Green ammonia uses hydrogen from water electrolysis powered by renewable electricity — producing near-zero CO2. Blue ammonia uses hydrogen from natural gas SMR — the same as grey ammonia — but captures and stores the CO2 using CCS. Green eliminates CO2 at source; blue produces it then tries to capture and store it before it reaches the atmosphere.
What is the carbon footprint of blue ammonia vs green ammonia?
Grey: ~1.9 t CO2/t NH3. Blue (85–90% CCS): ~0.2–0.4 t CO2/t NH3 (80–90% reduction). Green (renewable electrolysis): ~0.03–0.1 t CO2/t NH3 (95–98% reduction). Both are classified as low-carbon, but green achieves substantially more complete decarbonisation.
Is blue ammonia a long-term solution or just a bridge?

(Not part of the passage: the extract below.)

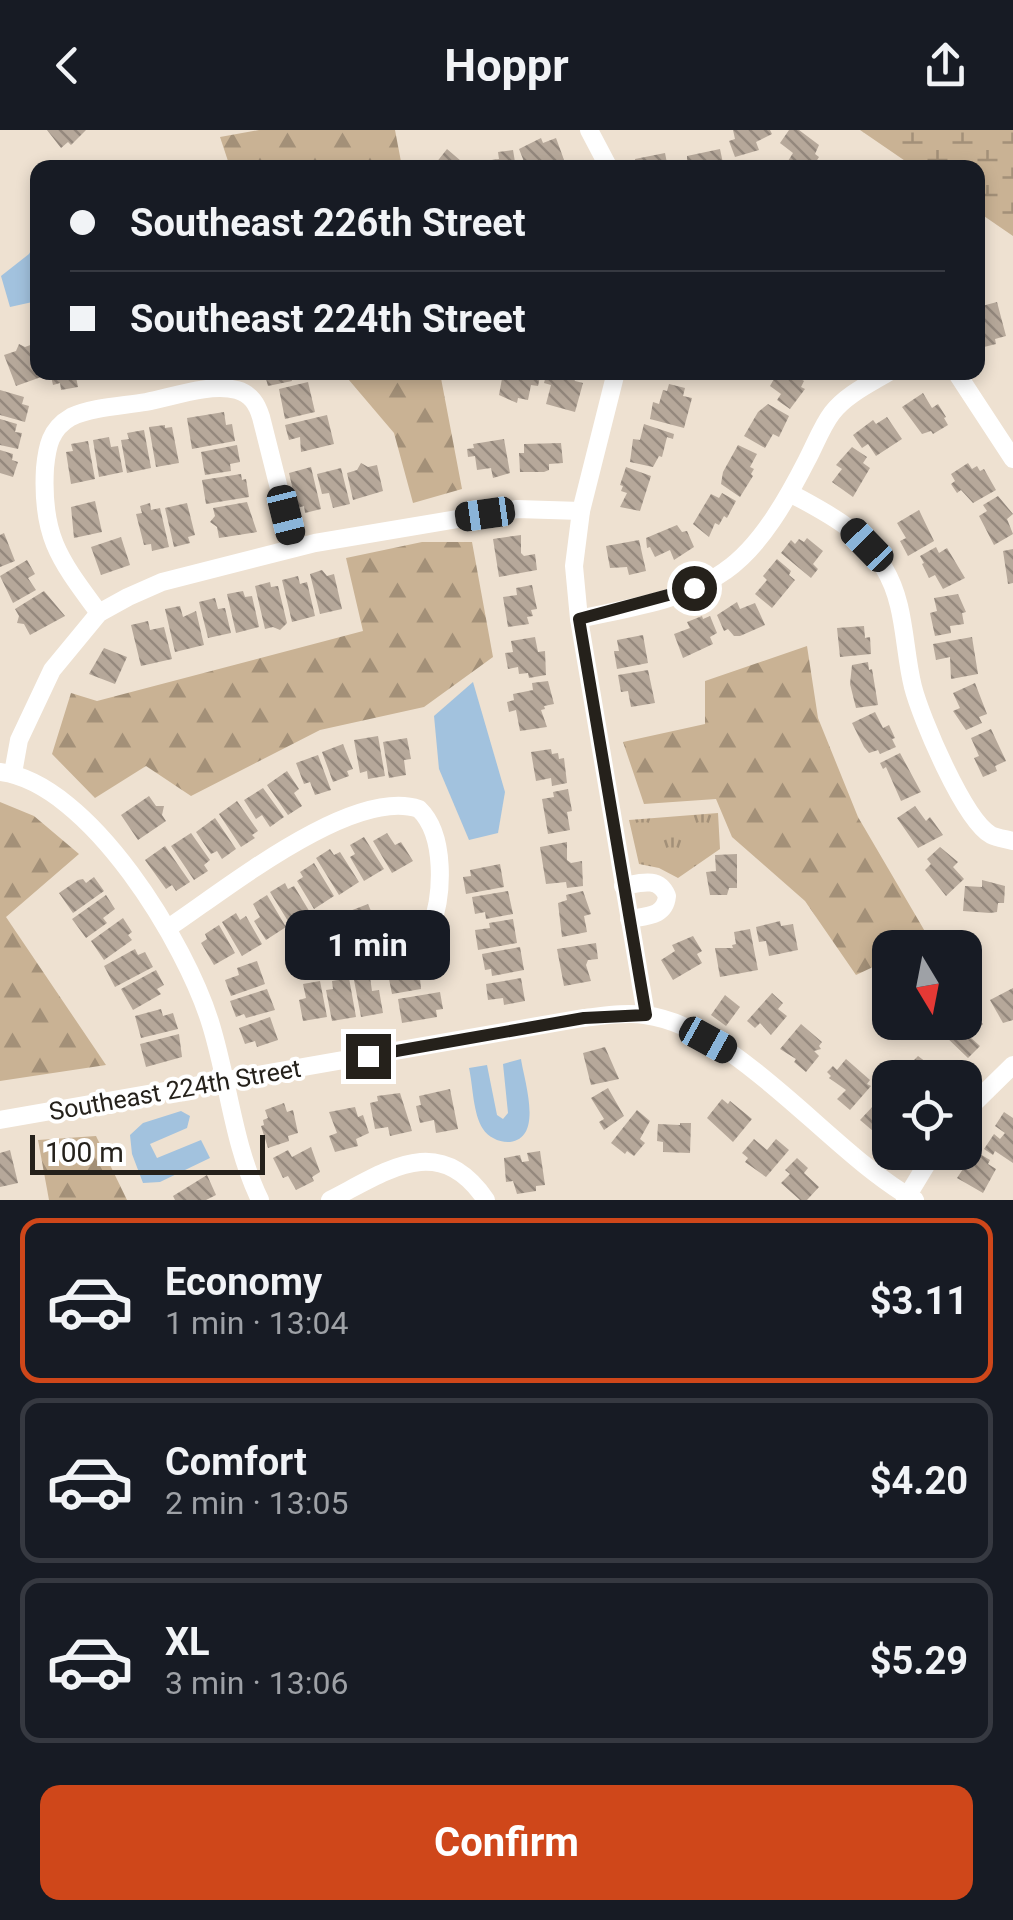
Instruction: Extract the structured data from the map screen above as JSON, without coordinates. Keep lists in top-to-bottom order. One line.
{"streets":{"street":["Southeast 224th Street"]},"scale_bar":"100 m","north":"bottom","page":{"header":"Hoppr","banner":["Southeast 226th Street","Southeast 224th Street"],"bubble":"1 min","scale":"100 m","list":[{"name":"Economy","note":"1 min · 13:04","value":"$3.11"},{"name":"Comfort","note":"2 min · 13:05","value":"$4.20"},{"name":"XL","note":"3 min · 13:06","value":"$5.29"}],"buttons":"Confirm"}}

Widely regarded as a bridge. Blue ammonia’s dependence on natural gas creates fossil fuel lock-in; CCS never achieves 100% capture; and the long-term endpoint must be green ammonia. Blue’s value is enabling decarbonisation now before green ammonia is cost-competitive at scale — particularly in regions with existing gas and CCS infrastructure.
Which is currently cheaper — green or blue ammonia?
Blue is currently cheaper: ~USD 350–550/tonne vs green at ~USD 600–900/tonne in 2026. Green ammonia costs are on a steep learning curve and projected to reach ~USD 300–500/tonne in India’s solar belt by 2030 — approaching rough parity with blue by the early 2030s.
What is CCS and why is it critical for blue ammonia?
CCS (Carbon Capture and Storage) captures CO2 from SMR reformer exhaust using amine scrubbing, then compresses and injects it into permanent geological storage. It is the only mechanism preventing SMR CO2 from reaching the atmosphere in blue ammonia production. Current systems capture ~85–90% of process CO2.
Do importing countries like Japan accept both green and blue ammonia?
Japan accepts both under its METI low-carbon fuel certification. The EU’s RFNBO standard effectively requires green ammonia — blue ammonia (derived from natural gas) does not qualify as renewable under RFNBO. For EU market access, green is the only qualifying pathway.
Does India have a strategic preference for green or blue ammonia?
India’s NGHM is explicitly focused on green ammonia. India has limited natural gas resources and no CCS infrastructure, but world-class solar irradiation and rapidly expanding renewables — making green ammonia the natural strategic fit for Indian producers targeting export markets.
Can blue ammonia be converted to green ammonia at the same facility?
Yes — by adding electrolyser capacity to supplement or replace SMR hydrogen with electrolytic hydrogen. The Haber-Bosch synthesis loop, compressors, and storage can be reused. This incremental transition can be done over time as electrolyser costs decline, making blue ammonia facilities potentially more flexible than their initial classification suggests.